[Problem statement] Copy the entries exactly, through the "position:relative; width:1508px; height:2164px;" line.

____ Data records

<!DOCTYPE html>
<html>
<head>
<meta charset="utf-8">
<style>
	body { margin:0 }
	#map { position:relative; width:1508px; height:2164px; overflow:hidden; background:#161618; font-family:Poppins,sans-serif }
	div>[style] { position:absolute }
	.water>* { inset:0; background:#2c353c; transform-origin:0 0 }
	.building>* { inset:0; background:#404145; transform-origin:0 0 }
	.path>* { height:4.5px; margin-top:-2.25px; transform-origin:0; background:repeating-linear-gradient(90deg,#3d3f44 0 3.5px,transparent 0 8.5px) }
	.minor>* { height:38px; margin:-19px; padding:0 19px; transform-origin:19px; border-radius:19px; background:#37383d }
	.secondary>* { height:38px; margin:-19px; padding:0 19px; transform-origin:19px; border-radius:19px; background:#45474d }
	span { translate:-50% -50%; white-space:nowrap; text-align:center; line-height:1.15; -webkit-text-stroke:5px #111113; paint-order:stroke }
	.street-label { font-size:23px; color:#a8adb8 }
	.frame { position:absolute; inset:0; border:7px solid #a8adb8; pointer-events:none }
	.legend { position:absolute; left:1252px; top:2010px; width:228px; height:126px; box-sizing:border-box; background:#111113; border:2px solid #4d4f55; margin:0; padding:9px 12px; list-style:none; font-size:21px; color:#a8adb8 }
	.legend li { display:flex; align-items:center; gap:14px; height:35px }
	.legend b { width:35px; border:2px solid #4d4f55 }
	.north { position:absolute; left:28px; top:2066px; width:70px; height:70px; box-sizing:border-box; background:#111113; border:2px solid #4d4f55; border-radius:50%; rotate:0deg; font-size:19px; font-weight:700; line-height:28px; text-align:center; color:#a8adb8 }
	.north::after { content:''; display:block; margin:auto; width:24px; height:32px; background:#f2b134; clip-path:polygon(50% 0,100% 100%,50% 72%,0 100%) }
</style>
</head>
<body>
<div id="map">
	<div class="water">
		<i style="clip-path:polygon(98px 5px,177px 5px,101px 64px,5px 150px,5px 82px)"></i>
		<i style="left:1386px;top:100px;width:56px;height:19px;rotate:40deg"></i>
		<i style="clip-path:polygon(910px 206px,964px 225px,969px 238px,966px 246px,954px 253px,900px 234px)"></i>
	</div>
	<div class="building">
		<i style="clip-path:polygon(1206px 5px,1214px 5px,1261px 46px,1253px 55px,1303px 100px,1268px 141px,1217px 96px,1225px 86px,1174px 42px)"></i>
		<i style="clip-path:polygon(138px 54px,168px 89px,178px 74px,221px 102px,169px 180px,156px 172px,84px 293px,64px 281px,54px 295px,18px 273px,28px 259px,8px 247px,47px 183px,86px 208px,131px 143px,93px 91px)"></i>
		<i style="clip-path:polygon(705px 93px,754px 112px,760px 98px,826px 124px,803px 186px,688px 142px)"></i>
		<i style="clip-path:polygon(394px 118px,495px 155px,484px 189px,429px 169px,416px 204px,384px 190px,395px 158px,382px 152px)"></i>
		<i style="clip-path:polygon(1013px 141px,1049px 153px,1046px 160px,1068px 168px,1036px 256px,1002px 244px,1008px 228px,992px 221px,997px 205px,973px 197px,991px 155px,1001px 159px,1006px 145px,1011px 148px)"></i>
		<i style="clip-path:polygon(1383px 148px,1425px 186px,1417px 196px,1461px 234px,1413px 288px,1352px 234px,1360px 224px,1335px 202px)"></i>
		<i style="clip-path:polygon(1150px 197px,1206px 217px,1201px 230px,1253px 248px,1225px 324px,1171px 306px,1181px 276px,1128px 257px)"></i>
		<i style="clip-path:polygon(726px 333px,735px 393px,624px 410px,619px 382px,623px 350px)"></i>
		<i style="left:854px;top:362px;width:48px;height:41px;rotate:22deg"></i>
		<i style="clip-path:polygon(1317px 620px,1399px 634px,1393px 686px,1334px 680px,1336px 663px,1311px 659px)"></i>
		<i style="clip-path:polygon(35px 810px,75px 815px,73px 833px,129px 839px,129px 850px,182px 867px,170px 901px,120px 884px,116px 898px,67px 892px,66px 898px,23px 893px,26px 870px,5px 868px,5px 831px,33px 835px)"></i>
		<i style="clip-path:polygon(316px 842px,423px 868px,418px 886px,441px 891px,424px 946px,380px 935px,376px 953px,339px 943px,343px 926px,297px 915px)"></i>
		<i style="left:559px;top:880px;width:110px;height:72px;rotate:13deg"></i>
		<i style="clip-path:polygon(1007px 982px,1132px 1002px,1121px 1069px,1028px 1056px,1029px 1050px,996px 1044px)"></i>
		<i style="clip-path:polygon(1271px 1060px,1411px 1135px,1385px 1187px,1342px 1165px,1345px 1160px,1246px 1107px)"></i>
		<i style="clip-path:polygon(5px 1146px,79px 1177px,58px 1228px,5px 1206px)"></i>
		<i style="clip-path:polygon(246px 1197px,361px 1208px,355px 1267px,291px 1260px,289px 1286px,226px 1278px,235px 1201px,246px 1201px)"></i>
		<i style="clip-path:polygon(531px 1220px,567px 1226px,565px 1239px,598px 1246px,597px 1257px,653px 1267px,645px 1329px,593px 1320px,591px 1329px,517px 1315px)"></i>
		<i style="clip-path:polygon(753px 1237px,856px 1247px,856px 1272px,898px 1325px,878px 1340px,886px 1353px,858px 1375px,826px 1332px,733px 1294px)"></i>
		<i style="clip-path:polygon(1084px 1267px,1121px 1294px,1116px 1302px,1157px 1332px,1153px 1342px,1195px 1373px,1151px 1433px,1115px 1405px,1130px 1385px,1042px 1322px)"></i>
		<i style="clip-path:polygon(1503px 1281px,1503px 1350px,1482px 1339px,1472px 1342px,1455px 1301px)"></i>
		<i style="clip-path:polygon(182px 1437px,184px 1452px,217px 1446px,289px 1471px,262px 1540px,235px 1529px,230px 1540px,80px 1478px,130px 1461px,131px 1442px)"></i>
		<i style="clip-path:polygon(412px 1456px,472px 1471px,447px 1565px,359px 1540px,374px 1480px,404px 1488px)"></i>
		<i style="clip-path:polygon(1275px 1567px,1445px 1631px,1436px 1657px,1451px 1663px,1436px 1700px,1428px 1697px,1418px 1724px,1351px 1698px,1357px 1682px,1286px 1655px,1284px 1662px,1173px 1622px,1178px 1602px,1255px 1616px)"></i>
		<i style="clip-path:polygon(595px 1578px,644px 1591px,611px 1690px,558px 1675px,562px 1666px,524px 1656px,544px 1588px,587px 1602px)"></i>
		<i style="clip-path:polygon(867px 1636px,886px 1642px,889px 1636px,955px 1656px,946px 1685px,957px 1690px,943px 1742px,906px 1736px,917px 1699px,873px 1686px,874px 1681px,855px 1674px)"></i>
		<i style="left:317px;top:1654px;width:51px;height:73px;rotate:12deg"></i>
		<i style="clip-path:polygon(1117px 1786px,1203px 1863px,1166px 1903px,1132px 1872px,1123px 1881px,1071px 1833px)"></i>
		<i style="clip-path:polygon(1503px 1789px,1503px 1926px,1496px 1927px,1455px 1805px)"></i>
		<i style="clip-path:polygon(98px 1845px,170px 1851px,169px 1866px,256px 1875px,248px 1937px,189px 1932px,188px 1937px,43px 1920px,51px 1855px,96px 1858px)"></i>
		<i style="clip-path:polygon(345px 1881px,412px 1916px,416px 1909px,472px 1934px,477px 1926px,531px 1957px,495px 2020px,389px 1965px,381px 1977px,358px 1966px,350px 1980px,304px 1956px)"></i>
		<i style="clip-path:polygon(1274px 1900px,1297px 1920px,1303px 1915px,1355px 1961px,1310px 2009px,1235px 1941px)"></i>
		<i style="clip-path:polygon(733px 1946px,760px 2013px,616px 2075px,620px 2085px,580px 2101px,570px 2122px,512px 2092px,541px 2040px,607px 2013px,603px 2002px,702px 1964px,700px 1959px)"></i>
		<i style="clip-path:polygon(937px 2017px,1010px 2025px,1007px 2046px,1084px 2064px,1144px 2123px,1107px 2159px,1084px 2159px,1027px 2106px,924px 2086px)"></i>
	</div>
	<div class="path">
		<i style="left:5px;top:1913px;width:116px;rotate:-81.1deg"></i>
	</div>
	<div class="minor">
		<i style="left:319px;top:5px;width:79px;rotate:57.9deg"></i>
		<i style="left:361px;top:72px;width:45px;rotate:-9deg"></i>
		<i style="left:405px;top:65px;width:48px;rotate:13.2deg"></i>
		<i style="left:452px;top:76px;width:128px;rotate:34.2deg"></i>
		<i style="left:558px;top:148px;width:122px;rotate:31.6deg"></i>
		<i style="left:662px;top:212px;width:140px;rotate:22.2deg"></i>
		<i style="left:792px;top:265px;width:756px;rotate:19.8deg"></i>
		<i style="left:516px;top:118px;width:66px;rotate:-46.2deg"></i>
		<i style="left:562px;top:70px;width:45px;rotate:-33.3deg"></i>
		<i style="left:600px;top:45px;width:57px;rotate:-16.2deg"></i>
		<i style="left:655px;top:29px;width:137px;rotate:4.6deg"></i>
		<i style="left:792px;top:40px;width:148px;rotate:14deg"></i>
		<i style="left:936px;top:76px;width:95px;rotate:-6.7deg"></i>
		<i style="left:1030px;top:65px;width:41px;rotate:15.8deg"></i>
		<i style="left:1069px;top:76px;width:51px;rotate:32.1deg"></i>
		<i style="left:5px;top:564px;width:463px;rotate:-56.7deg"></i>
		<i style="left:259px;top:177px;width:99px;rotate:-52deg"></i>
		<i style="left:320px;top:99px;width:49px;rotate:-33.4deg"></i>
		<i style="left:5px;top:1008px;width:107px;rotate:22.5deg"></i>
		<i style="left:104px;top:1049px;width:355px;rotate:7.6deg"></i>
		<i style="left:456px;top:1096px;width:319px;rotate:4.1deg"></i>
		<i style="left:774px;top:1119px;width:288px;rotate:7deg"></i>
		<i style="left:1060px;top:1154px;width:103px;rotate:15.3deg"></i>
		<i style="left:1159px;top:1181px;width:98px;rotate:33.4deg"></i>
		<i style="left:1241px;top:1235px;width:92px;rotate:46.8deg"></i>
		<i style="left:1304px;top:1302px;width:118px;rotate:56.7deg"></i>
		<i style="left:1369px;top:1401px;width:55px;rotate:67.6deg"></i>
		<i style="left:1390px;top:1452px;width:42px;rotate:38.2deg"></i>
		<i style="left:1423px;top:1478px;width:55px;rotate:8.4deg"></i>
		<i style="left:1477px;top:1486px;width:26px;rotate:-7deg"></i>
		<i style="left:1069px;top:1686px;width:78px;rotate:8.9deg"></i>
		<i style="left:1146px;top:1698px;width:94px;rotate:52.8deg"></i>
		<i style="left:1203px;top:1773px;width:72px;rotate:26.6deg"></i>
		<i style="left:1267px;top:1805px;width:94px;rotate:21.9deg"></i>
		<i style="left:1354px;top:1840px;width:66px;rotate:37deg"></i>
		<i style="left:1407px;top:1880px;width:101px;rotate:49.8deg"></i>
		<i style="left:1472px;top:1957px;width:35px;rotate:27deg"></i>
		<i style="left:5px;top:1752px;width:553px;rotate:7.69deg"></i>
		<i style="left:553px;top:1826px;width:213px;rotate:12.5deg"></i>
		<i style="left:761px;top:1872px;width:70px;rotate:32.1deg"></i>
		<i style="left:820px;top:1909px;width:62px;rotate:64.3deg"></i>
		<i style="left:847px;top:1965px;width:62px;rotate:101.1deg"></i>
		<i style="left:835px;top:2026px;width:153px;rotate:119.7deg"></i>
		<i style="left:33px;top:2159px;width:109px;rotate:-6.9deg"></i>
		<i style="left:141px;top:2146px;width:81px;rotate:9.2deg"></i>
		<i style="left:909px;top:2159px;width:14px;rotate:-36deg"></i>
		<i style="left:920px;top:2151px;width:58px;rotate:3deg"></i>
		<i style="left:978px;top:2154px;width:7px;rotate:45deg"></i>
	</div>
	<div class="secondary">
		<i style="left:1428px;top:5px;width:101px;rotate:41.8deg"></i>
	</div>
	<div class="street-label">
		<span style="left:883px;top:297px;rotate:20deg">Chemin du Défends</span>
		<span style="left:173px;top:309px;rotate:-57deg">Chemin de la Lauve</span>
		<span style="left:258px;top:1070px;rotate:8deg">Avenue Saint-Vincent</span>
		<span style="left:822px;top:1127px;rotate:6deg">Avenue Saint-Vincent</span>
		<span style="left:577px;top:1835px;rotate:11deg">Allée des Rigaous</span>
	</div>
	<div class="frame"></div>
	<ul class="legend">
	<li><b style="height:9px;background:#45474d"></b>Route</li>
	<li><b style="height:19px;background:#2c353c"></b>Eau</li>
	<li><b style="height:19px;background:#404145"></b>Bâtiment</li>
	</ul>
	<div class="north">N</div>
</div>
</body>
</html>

________

[Result of the exercise]
<!DOCTYPE html>
<html>
<head>
<meta charset="utf-8">
<style>
	body { margin:0 }
	#map { position:relative; width:1508px; height:2164px; overflow:hidden; background:#161618; font-family:Poppins,sans-serif }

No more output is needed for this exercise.